Summary of "DiffNR: Diffusion-Enhanced Neural Representation Optimization for Sparse-View 3D Tomographic Reconstruction"

Summary (Overview)

Novel Framework: Proposes DiffNR, a novel optimization framework that enhances Neural Representations (NRs) (e.g., neural fields, 3D Gaussians) for sparse-view CT reconstruction by integrating a conditional diffusion prior in a "repair-and-augment" strategy.
Core Component: Introduces SliceFixer, a single-step diffusion model finetuned to correct artifacts in degraded 2D CT slices queried from NRs, conditioned on biplanar X-ray projections and a text prompt.
Efficient Integration: The diffusion model is not queried at every optimization step. Instead, it periodically generates pseudo-reference volumes that provide auxiliary 3D perceptual supervision, avoiding the computational overhead of iterative denoising-based methods.
Superior Performance: Achieves significant improvements over baselines (e.g., +5.79 dB PSNR for R²-Gaussian), demonstrates strong generalization to out-of-distribution (OOD) data, and maintains reasonable runtime compared to prior diffusion-based methods.
Practical Validation: Shows improved performance on downstream tasks like lung segmentation, highlighting the method's practical utility.

Introduction and Theoretical Foundation

Sparse-view CT (SVCT) reconstruction aims to recover high-quality 3D volumes from few projections to reduce radiation exposure. Existing optimization-based methods fall into two categories:

Neural Representation (NR) Methods: Model the volume as a learnable 3D field (e.g., neural fields like NAF, or 3D Gaussians like R²-Gaussian) and optimize via differentiable rendering. They are efficient but suffer from severe artifacts in underconstrained regions under sparse views.
Neural Prior (NP) Methods: Use pretrained networks (e.g., unconditional 2D diffusion models) as data-driven priors and embed solvers into iterative denoising. While effective, they suffer from inter-slice jitters, hallucinations, and long processing times.
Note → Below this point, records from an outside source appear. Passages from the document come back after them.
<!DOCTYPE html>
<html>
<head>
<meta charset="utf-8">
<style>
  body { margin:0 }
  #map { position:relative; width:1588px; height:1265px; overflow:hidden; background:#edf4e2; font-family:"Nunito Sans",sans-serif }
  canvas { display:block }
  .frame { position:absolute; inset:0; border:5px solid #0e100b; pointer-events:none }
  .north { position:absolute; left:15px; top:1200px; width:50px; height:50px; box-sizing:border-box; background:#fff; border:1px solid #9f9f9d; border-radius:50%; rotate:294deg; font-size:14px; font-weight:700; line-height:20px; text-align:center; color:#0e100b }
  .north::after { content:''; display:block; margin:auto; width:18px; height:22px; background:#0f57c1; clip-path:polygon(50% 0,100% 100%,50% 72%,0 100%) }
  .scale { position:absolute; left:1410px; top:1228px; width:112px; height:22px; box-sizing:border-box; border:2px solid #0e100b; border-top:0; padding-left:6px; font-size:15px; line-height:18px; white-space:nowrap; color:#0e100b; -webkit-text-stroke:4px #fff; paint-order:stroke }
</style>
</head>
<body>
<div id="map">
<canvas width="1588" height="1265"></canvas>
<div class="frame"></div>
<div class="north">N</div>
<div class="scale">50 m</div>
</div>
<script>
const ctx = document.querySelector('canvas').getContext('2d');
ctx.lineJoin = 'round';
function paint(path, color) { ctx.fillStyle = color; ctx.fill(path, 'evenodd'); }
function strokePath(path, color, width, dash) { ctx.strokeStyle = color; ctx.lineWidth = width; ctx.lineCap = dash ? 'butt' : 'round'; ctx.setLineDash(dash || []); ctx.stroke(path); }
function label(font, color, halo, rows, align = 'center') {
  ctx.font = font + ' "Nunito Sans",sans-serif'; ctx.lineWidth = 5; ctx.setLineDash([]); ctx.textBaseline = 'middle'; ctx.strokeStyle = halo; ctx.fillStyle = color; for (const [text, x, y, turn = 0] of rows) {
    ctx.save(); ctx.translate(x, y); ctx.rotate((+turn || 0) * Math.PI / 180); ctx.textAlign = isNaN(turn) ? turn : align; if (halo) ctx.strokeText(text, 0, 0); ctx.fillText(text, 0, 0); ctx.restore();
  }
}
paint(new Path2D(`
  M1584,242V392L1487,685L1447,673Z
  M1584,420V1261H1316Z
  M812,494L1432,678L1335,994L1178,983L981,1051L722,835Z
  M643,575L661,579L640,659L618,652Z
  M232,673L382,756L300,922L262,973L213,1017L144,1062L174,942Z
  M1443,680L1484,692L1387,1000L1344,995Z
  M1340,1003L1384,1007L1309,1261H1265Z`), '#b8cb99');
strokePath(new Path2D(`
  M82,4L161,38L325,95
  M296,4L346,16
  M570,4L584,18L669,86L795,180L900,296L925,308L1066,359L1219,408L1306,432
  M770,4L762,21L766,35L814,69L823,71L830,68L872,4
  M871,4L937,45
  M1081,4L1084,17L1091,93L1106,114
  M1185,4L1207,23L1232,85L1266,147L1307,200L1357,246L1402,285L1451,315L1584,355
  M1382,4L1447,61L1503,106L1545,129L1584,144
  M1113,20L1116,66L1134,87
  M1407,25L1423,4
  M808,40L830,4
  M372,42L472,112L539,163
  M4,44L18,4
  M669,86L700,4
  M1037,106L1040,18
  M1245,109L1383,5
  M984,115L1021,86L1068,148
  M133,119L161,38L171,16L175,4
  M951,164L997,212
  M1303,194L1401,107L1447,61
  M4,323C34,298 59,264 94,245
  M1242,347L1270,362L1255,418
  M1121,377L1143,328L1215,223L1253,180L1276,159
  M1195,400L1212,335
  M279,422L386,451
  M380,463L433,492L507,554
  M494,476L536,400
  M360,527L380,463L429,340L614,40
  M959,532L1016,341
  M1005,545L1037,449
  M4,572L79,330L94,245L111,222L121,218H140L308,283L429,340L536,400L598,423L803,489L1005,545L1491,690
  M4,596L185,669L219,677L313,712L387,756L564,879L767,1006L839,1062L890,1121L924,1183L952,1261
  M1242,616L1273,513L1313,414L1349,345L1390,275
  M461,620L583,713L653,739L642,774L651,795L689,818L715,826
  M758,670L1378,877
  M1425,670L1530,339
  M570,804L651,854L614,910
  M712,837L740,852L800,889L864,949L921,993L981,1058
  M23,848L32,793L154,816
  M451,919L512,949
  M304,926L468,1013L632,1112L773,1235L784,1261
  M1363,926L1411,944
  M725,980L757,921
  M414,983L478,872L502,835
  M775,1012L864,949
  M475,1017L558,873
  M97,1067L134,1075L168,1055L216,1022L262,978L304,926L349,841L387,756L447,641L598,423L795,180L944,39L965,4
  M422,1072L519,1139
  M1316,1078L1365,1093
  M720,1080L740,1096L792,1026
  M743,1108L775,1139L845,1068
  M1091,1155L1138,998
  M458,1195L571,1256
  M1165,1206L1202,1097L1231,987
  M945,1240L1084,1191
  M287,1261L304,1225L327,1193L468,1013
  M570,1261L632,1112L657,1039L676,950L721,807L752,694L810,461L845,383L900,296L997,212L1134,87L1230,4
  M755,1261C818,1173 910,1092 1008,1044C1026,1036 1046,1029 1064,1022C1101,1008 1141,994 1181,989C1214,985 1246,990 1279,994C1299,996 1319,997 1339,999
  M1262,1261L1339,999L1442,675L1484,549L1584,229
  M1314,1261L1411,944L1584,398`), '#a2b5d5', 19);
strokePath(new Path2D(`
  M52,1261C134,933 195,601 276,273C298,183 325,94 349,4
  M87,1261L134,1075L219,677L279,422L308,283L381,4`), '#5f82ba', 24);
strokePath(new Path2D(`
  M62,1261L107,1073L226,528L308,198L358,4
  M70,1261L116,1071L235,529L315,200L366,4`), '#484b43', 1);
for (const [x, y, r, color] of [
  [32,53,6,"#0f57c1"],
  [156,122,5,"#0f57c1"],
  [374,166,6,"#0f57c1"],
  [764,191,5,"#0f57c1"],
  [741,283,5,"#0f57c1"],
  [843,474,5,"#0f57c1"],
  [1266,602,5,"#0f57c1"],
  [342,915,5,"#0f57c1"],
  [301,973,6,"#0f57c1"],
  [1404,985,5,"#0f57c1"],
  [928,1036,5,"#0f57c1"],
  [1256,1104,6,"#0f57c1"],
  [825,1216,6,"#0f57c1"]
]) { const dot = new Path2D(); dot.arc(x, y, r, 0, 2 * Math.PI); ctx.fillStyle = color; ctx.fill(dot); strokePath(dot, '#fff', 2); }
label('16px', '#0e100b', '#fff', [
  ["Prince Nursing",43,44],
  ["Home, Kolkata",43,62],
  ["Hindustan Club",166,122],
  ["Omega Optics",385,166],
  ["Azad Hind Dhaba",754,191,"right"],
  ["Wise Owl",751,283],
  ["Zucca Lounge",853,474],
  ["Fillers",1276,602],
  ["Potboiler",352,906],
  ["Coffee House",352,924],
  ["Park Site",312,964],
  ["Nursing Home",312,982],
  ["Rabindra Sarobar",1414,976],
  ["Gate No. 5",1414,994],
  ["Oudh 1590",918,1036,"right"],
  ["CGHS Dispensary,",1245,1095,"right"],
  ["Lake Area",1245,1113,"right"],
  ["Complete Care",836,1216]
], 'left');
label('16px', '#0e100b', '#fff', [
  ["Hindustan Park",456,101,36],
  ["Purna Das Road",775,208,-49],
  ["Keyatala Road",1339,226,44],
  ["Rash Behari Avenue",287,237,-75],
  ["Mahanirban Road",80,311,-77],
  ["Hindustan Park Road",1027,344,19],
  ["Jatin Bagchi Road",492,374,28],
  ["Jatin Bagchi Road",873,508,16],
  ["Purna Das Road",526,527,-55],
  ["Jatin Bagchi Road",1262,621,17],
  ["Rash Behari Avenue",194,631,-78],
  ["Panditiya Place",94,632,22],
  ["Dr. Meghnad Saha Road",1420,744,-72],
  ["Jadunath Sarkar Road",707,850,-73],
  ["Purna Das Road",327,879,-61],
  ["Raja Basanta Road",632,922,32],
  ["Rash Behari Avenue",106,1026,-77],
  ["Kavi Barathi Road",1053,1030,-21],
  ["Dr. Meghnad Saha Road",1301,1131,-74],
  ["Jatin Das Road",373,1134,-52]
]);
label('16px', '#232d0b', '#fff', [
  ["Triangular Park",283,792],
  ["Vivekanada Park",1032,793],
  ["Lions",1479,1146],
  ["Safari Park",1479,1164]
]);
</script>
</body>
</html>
Motivation: The paper proposes to marry neural representations with diffusion models to get the best of both worlds: the volumetric consistency of a unified 3D representation and the powerful prior of pretrained 2D foundation models. The key challenge is developing an NR-aware diffusion model and integrating it efficiently.

Theoretical Foundation: The work is built upon:

X-ray Imaging Physics (Beer-Lambert Law): For a ray $r(s) = o + sd$ , the logarithmic projection value is: $I(r) = \int_{s_n}^{s_f} \sigma(r(s)) \, ds$ where $\sigma(v)$ is the density field to be recovered.
Neural Representations:
- Neural Fields (NAF): An MLP $f$ outputs density $\sigma_f(v)$ . Rendering uses a discrete integral: $I_f(r) = \sum_{i=1}^{P} \sigma_f(r(s_i)) \cdot (r(s_{i+1}) - r(s_i))$ .
- 3D Gaussians (R²-Gaussian): Density is a mixture: $\sigma_g(v) = \sum_{i=1}^{M} G_i^3(v)$ , where each Gaussian is defined as: $G_i^3(v) = \rho_i \exp\left(-\frac{1}{2}(v - p_i)^\top \Sigma_i^{-1} (v - p_i)\right)$
Diffusion Models: The paper utilizes single-step diffusion models (SD-Turbo), which distill the multi-step denoising process for fast inference. The training objective is score matching: $\mathbb{E}_{x \sim p_{\text{data}}, t \sim p_t, \epsilon \sim \mathcal{N}(0,1)} \left[ \lVert \epsilon - \epsilon_\theta(x_t; c, t) \rVert_2^2 \right]$ where $c$ denotes conditioning information.

Methodology

The DiffNR framework consists of three main components:

1. SliceFixer: Diffusion Model for Slice Repairing

Purpose: Correct artifacts in degraded axial slices $\tilde{S}$ queried from NRs, outputting refined slices $\hat{S}$ .
Architecture: Built upon SD-Turbo. A VAE encodes the corrupted slice, a U-Net predicts target latents, and the decoder reconstructs the refined slice.
Conditioning: To preserve anatomical structures, the model is conditioned on:
- Biplanar X-ray projections $(I_a, I_b)$ : Provide global structural cues, encoded using RAD-DINO.
- Text prompt $c_t$ : Provides high-level semantic guidance (e.g., "Remove artifacts for this [Organ] CT slice."). The combined conditioning is $c = \text{Embed}(I_a, I_b, c_t)$ .
Finetuning: The pretrained SD-Turbo is adapted using:
- LoRA adapters injected into VAE and U-Net.
- Zero-convolution skip connections between encoder and decoder.
Training Loss: The total objective for finetuning SliceFixer is: $\mathcal{L}_{\text{total}} = \mathcal{L}_{\text{L2}} + \mathcal{L}_{\text{LPIPS}} + \lambda_{\text{CLIP}} \mathcal{L}_{\text{CLIP}} + \lambda_{\text{GAN}} \mathcal{L}_{\text{GAN}} + \lambda_{\text{SSIM}} \mathcal{L}_{\text{SSIM}}$

2. Data Curation for SliceFixer Training

Since no paired dataset exists, one is synthesized:

View Distribution: Simulate sparse-view scenarios by sampling subsets (uniform/non-uniform) from dense synthetic projections, introducing diverse artifact patterns.
Model Underfitting: Intentionally limit NR training iterations to produce volumes with pronounced artifacts.
Mixed Neural Representation: Use reconstructions from both neural fields and 3D Gaussians (1:1 ratio) to encourage generalization.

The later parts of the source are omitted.